**EXERCISE OBJECTIVE**
Without altering a word, return the records below, but exclude the pictures.

**DATA TO USE**
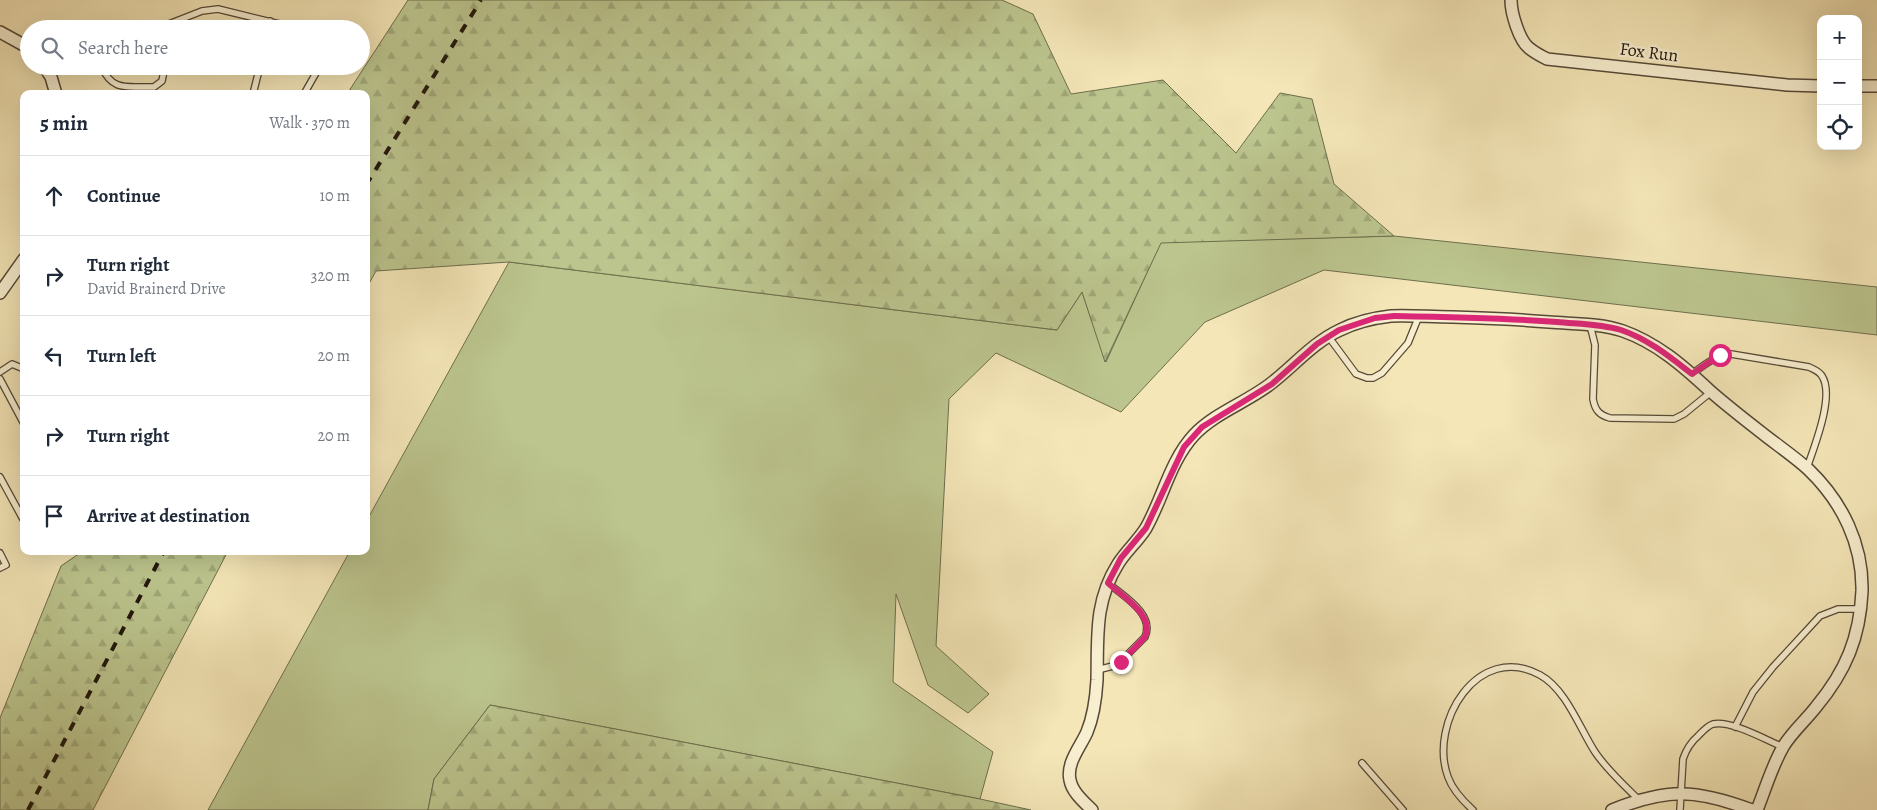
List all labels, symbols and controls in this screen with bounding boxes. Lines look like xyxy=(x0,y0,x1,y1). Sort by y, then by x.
map controls xyxy=(1817,15,1862,150)
button: + xyxy=(1817,15,1862,60)
search box xyxy=(20,20,370,75)
icon: search xyxy=(38,34,66,62)
text: Search here xyxy=(78,35,168,61)
street label: Fox Run xyxy=(1618,36,1680,68)
button: − xyxy=(1817,60,1862,105)
button: locate xyxy=(1817,105,1862,150)
text: 5 min xyxy=(40,109,88,137)
text: Walk · 370 m xyxy=(269,112,350,134)
icon: ahead xyxy=(40,182,68,210)
text: Continue xyxy=(87,183,161,209)
text: 10 m xyxy=(320,185,350,207)
text: Turn right xyxy=(87,252,169,278)
icon: right xyxy=(40,262,68,290)
text: 320 m xyxy=(311,265,350,287)
text: David Brainerd Drive xyxy=(87,278,226,300)
icon: left xyxy=(40,342,68,370)
text: Turn left xyxy=(87,343,156,369)
route start xyxy=(1709,344,1732,367)
text: 20 m xyxy=(317,345,350,367)
icon: right xyxy=(40,422,68,450)
text: Turn right xyxy=(87,423,169,449)
text: 20 m xyxy=(317,425,350,447)
icon: arrive xyxy=(40,502,68,530)
text: Arrive at destination xyxy=(87,503,250,529)
route end xyxy=(1110,651,1133,674)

**EXERCISE SOLUTION**
List all labels, symbols and controls in this screen with bounding boxes. Lines look like xyxy=(x0,y0,x1,y1). Sort by y, then by x.
map controls xyxy=(1817,15,1862,150)
button: + xyxy=(1817,15,1862,60)
search box xyxy=(20,20,370,75)
icon: search xyxy=(38,34,66,62)
text: Search here xyxy=(78,35,168,61)
street label: Fox Run xyxy=(1618,36,1680,68)
button: − xyxy=(1817,60,1862,105)
button: locate xyxy=(1817,105,1862,150)
text: 5 min xyxy=(40,109,88,137)
text: Walk · 370 m xyxy=(269,112,350,134)
icon: ahead xyxy=(40,182,68,210)
text: Continue xyxy=(87,183,161,209)
text: 10 m xyxy=(320,185,350,207)
text: Turn right xyxy=(87,252,169,278)
icon: right xyxy=(40,262,68,290)
text: 320 m xyxy=(311,265,350,287)
text: David Brainerd Drive xyxy=(87,278,226,300)
icon: left xyxy=(40,342,68,370)
text: Turn left xyxy=(87,343,156,369)
route start xyxy=(1709,344,1732,367)
text: 20 m xyxy=(317,345,350,367)
icon: right xyxy=(40,422,68,450)
text: Turn right xyxy=(87,423,169,449)
text: 20 m xyxy=(317,425,350,447)
icon: arrive xyxy=(40,502,68,530)
text: Arrive at destination xyxy=(87,503,250,529)
route end xyxy=(1110,651,1133,674)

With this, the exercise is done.